1 year ago I got prescribed vicodin ES for neck pain. I thought I would be on it for a few months but here I am unable to get off. I feel very depressed when I don't take it so I do in order to get through my work and the day without being sick. I only take 2 to 2.5 a day so at the most I am taking 17 mg's or 14 mgs. I get very depressed and lethargic and want to isolate. I also cannot sleep and am taking .5 of Klonopin to help which in turn makes me more tired int eh morning having to take the Vicodin. I also take Paxil for the past 10 years for anxiety.

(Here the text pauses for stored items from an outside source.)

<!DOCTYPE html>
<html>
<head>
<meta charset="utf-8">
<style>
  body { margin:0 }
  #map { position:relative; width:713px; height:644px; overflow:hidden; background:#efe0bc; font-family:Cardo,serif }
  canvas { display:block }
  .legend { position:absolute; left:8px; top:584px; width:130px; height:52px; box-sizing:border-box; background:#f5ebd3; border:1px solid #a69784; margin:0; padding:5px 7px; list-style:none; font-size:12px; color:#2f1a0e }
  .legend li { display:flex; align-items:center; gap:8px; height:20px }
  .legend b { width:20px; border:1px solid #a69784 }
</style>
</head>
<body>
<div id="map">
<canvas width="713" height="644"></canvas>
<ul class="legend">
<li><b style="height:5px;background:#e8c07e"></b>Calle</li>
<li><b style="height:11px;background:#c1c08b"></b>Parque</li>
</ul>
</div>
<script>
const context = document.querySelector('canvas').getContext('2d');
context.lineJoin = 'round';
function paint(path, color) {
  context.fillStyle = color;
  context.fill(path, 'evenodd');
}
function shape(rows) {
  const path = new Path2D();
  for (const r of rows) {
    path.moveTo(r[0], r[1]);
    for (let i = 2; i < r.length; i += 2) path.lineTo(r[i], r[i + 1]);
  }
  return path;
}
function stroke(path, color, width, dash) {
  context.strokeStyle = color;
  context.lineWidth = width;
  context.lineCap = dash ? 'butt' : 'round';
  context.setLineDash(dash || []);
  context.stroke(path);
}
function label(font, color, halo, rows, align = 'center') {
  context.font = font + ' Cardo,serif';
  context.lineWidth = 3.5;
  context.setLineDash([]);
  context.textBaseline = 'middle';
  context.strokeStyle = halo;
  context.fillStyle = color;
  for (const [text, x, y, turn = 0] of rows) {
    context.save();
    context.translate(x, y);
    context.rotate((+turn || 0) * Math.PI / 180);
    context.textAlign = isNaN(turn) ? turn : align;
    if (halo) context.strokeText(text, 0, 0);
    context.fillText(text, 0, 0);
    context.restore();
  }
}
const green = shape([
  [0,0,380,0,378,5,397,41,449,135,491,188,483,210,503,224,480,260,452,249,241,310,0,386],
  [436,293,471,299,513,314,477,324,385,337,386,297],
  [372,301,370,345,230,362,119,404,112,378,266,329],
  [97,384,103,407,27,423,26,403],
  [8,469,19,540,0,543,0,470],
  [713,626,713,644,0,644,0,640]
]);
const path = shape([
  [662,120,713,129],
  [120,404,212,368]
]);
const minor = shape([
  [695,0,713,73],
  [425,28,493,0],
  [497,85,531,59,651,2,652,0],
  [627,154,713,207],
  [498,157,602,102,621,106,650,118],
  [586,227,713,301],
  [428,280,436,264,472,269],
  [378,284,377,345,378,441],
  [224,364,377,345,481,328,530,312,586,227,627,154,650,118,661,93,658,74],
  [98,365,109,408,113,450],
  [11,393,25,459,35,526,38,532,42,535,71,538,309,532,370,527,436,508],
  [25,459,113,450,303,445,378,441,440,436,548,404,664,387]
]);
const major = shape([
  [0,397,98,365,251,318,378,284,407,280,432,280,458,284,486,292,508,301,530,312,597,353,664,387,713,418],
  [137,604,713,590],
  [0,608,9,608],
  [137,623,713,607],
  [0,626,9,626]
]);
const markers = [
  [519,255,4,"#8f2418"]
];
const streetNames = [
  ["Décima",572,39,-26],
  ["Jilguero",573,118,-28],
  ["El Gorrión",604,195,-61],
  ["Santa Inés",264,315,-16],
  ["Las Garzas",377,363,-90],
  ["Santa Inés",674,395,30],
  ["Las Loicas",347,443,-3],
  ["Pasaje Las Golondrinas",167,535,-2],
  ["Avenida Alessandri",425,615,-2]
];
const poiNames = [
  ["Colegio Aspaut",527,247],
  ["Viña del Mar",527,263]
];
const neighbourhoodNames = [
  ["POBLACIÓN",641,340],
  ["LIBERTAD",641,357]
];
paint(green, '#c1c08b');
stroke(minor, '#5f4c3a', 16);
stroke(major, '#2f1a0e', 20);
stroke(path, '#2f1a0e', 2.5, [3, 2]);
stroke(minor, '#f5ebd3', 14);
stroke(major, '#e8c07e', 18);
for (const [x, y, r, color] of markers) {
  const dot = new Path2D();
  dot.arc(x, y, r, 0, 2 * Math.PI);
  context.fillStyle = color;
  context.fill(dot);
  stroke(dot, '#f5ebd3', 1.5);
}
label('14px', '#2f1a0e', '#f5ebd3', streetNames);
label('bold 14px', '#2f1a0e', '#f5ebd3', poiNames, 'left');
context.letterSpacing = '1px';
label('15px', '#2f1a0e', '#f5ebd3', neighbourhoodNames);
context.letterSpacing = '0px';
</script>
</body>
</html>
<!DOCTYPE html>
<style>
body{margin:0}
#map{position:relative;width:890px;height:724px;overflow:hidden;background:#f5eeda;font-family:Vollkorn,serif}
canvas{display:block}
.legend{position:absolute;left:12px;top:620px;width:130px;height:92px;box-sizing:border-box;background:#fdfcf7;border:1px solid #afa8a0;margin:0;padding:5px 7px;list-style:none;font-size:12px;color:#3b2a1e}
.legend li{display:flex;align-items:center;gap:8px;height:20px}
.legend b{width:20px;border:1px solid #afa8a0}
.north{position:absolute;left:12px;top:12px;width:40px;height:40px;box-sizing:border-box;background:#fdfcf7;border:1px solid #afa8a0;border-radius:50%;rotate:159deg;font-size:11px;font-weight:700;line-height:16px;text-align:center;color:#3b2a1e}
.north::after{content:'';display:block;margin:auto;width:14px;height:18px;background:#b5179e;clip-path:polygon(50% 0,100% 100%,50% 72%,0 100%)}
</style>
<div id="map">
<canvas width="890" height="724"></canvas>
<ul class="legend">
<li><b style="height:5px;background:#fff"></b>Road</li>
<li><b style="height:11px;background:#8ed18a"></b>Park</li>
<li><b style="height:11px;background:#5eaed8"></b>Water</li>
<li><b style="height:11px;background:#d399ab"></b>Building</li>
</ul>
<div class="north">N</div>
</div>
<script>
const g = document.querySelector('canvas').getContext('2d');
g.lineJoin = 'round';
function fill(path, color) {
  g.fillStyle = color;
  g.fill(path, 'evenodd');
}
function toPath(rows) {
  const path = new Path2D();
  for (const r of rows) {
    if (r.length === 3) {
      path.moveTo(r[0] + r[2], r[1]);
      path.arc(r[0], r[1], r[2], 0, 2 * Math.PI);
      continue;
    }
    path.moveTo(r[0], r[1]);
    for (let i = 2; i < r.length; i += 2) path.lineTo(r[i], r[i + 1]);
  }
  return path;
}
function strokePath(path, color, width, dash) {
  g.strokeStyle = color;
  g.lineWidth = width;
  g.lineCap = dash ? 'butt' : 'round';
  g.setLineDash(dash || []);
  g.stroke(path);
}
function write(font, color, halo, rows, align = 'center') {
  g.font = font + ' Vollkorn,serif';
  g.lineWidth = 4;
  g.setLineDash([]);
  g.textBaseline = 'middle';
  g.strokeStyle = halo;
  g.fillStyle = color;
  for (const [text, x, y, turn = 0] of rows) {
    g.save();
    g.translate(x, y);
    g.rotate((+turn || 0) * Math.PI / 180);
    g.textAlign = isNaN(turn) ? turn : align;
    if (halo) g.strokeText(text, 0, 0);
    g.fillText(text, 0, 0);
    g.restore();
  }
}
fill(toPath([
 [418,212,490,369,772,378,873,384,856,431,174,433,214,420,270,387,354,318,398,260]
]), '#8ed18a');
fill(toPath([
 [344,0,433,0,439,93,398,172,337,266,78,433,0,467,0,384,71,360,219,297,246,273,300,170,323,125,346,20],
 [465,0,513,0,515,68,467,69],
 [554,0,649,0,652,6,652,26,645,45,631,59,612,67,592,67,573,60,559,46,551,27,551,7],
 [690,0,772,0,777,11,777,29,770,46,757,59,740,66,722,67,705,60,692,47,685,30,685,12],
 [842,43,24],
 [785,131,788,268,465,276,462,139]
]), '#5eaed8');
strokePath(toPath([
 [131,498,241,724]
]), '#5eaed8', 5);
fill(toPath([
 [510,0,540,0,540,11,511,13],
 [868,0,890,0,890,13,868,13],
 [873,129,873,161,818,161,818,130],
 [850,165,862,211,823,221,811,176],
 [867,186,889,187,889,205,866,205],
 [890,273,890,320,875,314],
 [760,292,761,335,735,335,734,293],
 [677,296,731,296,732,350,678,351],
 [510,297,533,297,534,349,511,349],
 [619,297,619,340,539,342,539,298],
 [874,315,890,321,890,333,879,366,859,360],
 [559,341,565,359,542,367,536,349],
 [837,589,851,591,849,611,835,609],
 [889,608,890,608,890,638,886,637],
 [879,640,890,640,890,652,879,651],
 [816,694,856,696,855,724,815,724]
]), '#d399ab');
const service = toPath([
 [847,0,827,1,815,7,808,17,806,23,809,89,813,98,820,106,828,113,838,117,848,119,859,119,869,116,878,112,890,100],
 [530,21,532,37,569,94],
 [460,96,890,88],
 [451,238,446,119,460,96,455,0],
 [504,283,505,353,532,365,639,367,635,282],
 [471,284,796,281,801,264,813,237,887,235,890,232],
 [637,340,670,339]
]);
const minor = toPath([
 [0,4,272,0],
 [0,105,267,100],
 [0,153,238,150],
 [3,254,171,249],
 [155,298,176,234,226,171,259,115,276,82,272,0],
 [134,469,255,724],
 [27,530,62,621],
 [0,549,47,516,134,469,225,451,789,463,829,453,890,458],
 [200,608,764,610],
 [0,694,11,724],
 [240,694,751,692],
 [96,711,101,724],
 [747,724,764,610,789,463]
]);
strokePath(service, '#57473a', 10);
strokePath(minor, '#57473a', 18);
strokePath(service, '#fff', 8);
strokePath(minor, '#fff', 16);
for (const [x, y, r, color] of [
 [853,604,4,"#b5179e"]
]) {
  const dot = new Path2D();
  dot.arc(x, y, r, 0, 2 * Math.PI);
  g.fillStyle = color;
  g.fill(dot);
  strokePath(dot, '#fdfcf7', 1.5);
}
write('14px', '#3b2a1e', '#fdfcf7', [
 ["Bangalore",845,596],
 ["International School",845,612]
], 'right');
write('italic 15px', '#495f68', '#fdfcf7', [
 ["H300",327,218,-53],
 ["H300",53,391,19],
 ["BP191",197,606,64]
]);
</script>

I am stuck int his cycle and feel terrible. I am stuck in a corner and can't get out Need support and advice please. The depression and anxiety is what's killing me.
The following user gives a hug of support to alex12:
This is very difficult and I know the feeling well. I am extreemly impressed that you readily admitt to having this problem; even at a low dose. This is the first step and I applaud you. I know many people who feel justified with a script from a doc. They feel they have an excuse and never admitt to having a problem. If your really serious about wanting help, talk to your doctor. They can help dose you down ans possibly offer alternatives that are not addictive. The hardest part will be withdrawing but its only temporary. It is worth the fight. I feel amazing and free being off of prescriptions, but it took a couple months ti fully recover. You wil be in my prayers, good luck to you.